Zwarzając jeszcze na wage cylindra, a jest to cale 10Kg (moze odrobine wiecej) nikt mu tego nie kupi, bo dodatkowo poleci z torbami za przesyłke... ogólnie wątpie zeby znalazł sie jakis cymbał który kupi cylinder bez zaślepek. No niestety Allegro to juz czasami kabaret, dla czego niestety? Bo tyle fajnych jest rzeczy, nie koniecznie do iża, które są w tak kosmicznych cenach a w niedługim czasie ta cena staje sie juz normalną, czyli znajdzie sie jakis frajer któremu jest to potrzebne na gwałt i wyskrobie gotówke kupujac ten przedmiot. Inny sprzedajacy zobaczy i wiadomo co sie dzieje, ustala sie nowa cena... dlaczego Polacy czasem nie myśla Coraz częściej
Jednym słowem można powiedzieć że to jakiś bezmyślny BARAN!!!

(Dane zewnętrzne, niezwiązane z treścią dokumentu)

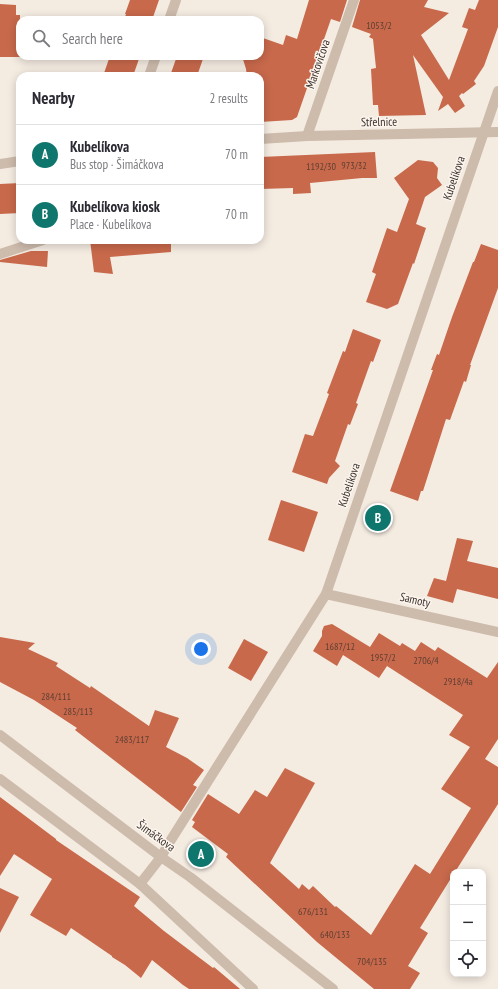 <!DOCTYPE html>
<meta charset="utf-8">
<style>
:root{--surface:#fff;--page:#f2f2f3;--text:#2b2b33;--muted:#7c7c81;--line:#e1e1e2;--accent:#0f766e}
body{margin:0;font-family:"PT Sans Narrow",sans-serif;background:var(--page);color:var(--text)}
.controls{position:absolute;right:12px;bottom:12px;display:grid;overflow:hidden;border-radius:8px;box-shadow:0 2px 10px #0003}
.controls button{width:36px;height:36px;display:grid;place-items:center;padding:0;border:0;border-bottom:1px solid var(--line);background:var(--surface);color:var(--text);font:20px sans-serif}
.you{position:absolute;left:201px;top:649px;width:14px;height:14px;margin:-10px;border:3px solid #fff;border-radius:50%;background:#1a73e8;box-shadow:0 0 0 6px #1a73e833}
.badge{display:grid;place-items:center;width:26px;height:26px;border-radius:50%;background:var(--accent);color:#fff;font-size:13px;font-weight:700}
.pin{position:absolute;translate:-50% -50%;border:2px solid #fff;box-shadow:0 1px 4px #0006}
.list{margin:0;padding:0;list-style:none}
h2{display:flex;justify-content:space-between;align-items:center;height:52px;margin:0;padding:0 16px;font-size:17px}
h2 small{font-size:13px;font-weight:400;color:var(--muted)}
.list li{display:grid;grid-template-columns:26px 1fr auto;gap:12px;align-items:center;box-sizing:border-box;height:60px;padding:0 16px;border-top:1px solid var(--line)}
.list b{display:block;font-size:15px;white-space:nowrap}
.list p{margin:0;font-size:13px;white-space:nowrap;color:var(--muted)}
.list em{font-size:13px;font-style:normal;color:var(--muted)}
.icon{flex:none;width:22px;height:22px;fill:none;stroke:currentColor;stroke-width:2;stroke-linecap:round;stroke-linejoin:round}
.map{position:relative;flex:none;width:498px;height:989px;overflow:hidden}
.search{position:absolute;background:var(--surface);box-shadow:0 2px 10px #0003;left:16px;top:16px;width:248px;height:44px;display:flex;align-items:center;gap:10px;box-sizing:border-box;padding:0 14px;border-radius:12px;color:var(--muted);font-size:15px}
.panel{position:absolute;background:var(--surface);box-shadow:0 2px 10px #0003;left:16px;top:72px;width:248px;height:172px;border-radius:12px}
.map>svg:first-child{display:block}
.building{fill:#c8694b}
.lines{fill:none;stroke-linecap:round;stroke-linejoin:round}
.service{stroke:#cdbbac;stroke-width:10}
.minor{stroke:#cdbbac;stroke-width:10}
.tertiary{stroke:#cdbbac;stroke-width:10}
.labels{text-anchor:middle;stroke-width:3;stroke-linejoin:round;paint-order:stroke}
.number-label{font-size:10px;fill:#5e3e33}
.street-label{font-size:12px;fill:#3b302b;stroke:#fbf5ee}
</style>
<div class="map">
<svg width="498" height="989" viewBox="0 0 498 989">
<rect width="100%" height="100%" fill="#f4ebe1"/>
<g class="building">
<polygon points="130,0 159,0 152,20 124,20 126,14 125,14"/>
<polygon points="309,0 347,0 340,22 331,19 297,117 292,120 260,122 260,76 247,76 246,69 242,56 260,56 260,37 283,45 286,35 297,39"/>
<polygon points="360,0 428,0 424,7 449,13 421,35 449,80 468,29 462,27 469,8 475,10 479,0 498,0 498,27 484,66 474,81 476,84 463,94 462,93 459,96 465,106 455,113 448,104 438,111 443,97 413,55 426,115 379,116 378,105 373,105 371,69 376,68 373,39 369,37 371,34 352,27"/>
<polygon points="0,4 16,5 16,15 20,15 20,57 0,57"/>
<polygon points="110,56 140,56 133,76 103,76"/>
<polygon points="177,56 204,56 197,76 170,76"/>
<polygon points="375,152 377,178 362,178 310,183 311,193 293,194 293,188 260,189 260,157"/>
<polygon points="418,160 433,162 438,168 437,178 442,185 425,197 416,224 426,228 414,264 413,263 398,304 387,309 366,302 376,274 372,272 387,228 397,232 409,199 394,178"/>
<polygon points="20,183 20,213 0,214 0,184"/>
<polygon points="90,240 171,240 171,252 110,257 113,274 94,272"/>
<polygon points="481,244 498,250 498,288 470,365 471,365 466,382 464,381 450,420 446,419 423,491 421,491 418,501 390,491 433,370 431,370 437,354 439,355 452,317 473,262 474,262"/>
<polygon points="31,251 48,251 47,267 0,262 0,260"/>
<polygon points="353,329 381,340 373,362 371,361 356,403 358,404 350,425 348,424 335,461 340,466 329,478 327,484 292,472 305,434 313,436 329,394 327,393 343,351 345,352"/>
<polygon points="281,500 318,512 304,552 268,540"/>
<polygon points="457,538 473,541 467,561 498,568 498,599 457,589 453,603 427,596 434,578 446,581"/>
<polygon points="332,624 370,647 379,633 400,646 402,643 415,651 421,642 435,651 438,647 487,678 498,662 498,739 485,759 498,767 498,804 455,872 453,872 453,875 420,928 428,933 408,966 420,973 410,989 374,989 317,942 284,911 226,857 228,854 192,827 195,822 192,820 208,794 239,814 255,790 267,797 285,768 315,783 270,863 299,889 302,884 309,890 313,886 335,907 336,906 371,935 415,864 430,874 471,808 441,789 470,747 449,735 463,715 387,666 379,678 343,655 337,666 313,651 322,636 322,631 324,626"/>
<polygon points="0,637 35,643 28,649 58,663 56,666 90,688 91,686 149,726 155,710 179,718 166,747 187,758 204,770 193,785 197,787 181,812 75,730 77,728 34,700 0,682"/>
<polygon points="244,639 268,652 251,681 228,668"/>
<polygon points="0,797 56,839 56,840 140,897 134,906 164,931 213,968 214,967 240,989 189,989 183,985 152,960 141,978 125,965 112,957 112,956 71,928 66,936 30,915 52,879 14,854 0,876"/>
<polygon points="0,888 19,897 0,933"/>
</g>
<g class="lines">
<g class="service">
<polyline points="0,254 43,240"/>
<polyline points="0,779 140,884 253,989"/>
</g>
<g class="minor">
<polyline points="169,20 176,0"/>
<polyline points="149,76 156,56"/>
<polyline points="307,136 354,0"/>
<polyline points="260,139 307,136 498,132"/>
<polyline points="0,164 20,161"/>
<polyline points="326,594 498,632"/>
<polyline points="140,884 161,857 169,843 326,594 498,91"/>
</g>
<polyline class="tertiary" points="0,735 161,857 190,877 333,989"/>
</g>
<g class="labels">
<g class="number-label">
<text x="379" y="29">1053/2</text>
<text x="354" y="169">973/32</text>
<text x="321" y="170">1192/30</text>
<text x="340" y="650">1687/12</text>
<text x="383" y="661">1957/2</text>
<text x="426" y="664">2706/4</text>
<text x="458" y="685">2918/4a</text>
<text x="56" y="700">284/111</text>
<text x="78" y="715">285/113</text>
<text x="132" y="743">2483/117</text>
<text x="313" y="915">676/131</text>
<text x="335" y="938">640/133</text>
<text x="372" y="965">704/135</text>
</g>
<g class="street-label">
<text transform="translate(318 64) rotate(-71)" y="4">Markovičova</text>
<text transform="translate(379 122) rotate(-1)" y="4">Střelnice</text>
<text transform="translate(454 178) rotate(-71)" y="4">Kubelíkova</text>
<text transform="translate(349 485) rotate(-71)" y="4">Kubelíkova</text>
<text transform="translate(415 600) rotate(13)" y="4">Samoty</text>
<text transform="translate(156 836) rotate(36)" y="4">Šimáčkova</text>
</g>
</g>
</svg>
<div class="controls">
<button>+</button>
<button>−</button>
<button><svg class="icon" aria-label="locate" viewBox="0 0 24 24"><circle cx="12" cy="12" r="6"/><path d="M12 2v4M12 18v4M2 12h4M18 12h4"/></svg></button>
</div>
<div class="you"></div>
<div class="pin badge" style="left:201px;top:854px">A</div>
<div class="pin badge" style="left:378px;top:518px">B</div>
<div class="search"><svg class="icon" aria-label="search" viewBox="0 0 24 24"><circle cx="10" cy="10" r="6"/><path d="M15 15l6 6"/></svg>Search here</div>
<section class="panel">
<h2>Nearby<small>2 results</small></h2>
<ul class="list">
<li><span class="badge">A</span><div><b>Kubelíkova</b><p>Bus stop · Šimáčkova</p></div><em>70 m</em></li>
<li><span class="badge">B</span><div><b>Kubelíkova kiosk</b><p>Place · Kubelíkova</p></div><em>70 m</em></li>
</ul>
</section>
</div>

Ja kupowałem już niejeden cylinder do 49-tki i przeważnie cena była w granicach 20 zł, nie wiem jak jest teraz ale nie wierze że cena tak podskoczyła...
Jak potrzebujecie cylindry do 49-tki to posiadam kilka sztuk i moge odsprzedać za normalne pieniądze, tylko że są to cylindry kwalfikujące się minimum na II szlif
_________________ IŻ 49 - wieczny remont...
Posty: 0
Wysłany: Sob 04 Lis, 2006
fakt koles przesadzil, zdodze sie z wami lecz pomyslcie ze dzieki wlasnei takim ludziom wzrasta cena Iżow i wszystkich do niego czesci a co przez to idzie? to ze jak macie jakies czesci do Iża ktore kiedys kupiliscie za grosze to sprzedajac zwroci wam sie z wielokrotnoscia poprzedniej ceny, jest tez druga strona medalu, mianowicie jakbyscie chcieli kupic czesci do Iża to przez takich kolesi trzeba bedzie sie mocno wykosztowac...ale od czego sa OLDMOTOBAZARy ja tam sie ciesze ze koles jest tak mocno uderzony w glowe
Tu chyba nie powinno chodzi tylko o zarobienie jak najwiekszych kroci pieniędzy, tylko o to żeby jak najwięcej pieknych odrestaurowanych zabytkoych motocykli jeździło po naszych drogach
Ja posiadam bardzo dużo częsci do różnego rodzaju zabytków, handluje nimi ale wychodze z założenia że nie musze na tym zarobić, dobrze jest jak się zwróci za jakąś część, zysk jest mało istotny, dla mnie liczy się przede wszystkim satysfakcja że możesz komuś pomoć i dzięki Tobie jakiś zabytek wyjedzie na drogi - gdyby tak ludzie myśleli byłoby zupełnie inaczej...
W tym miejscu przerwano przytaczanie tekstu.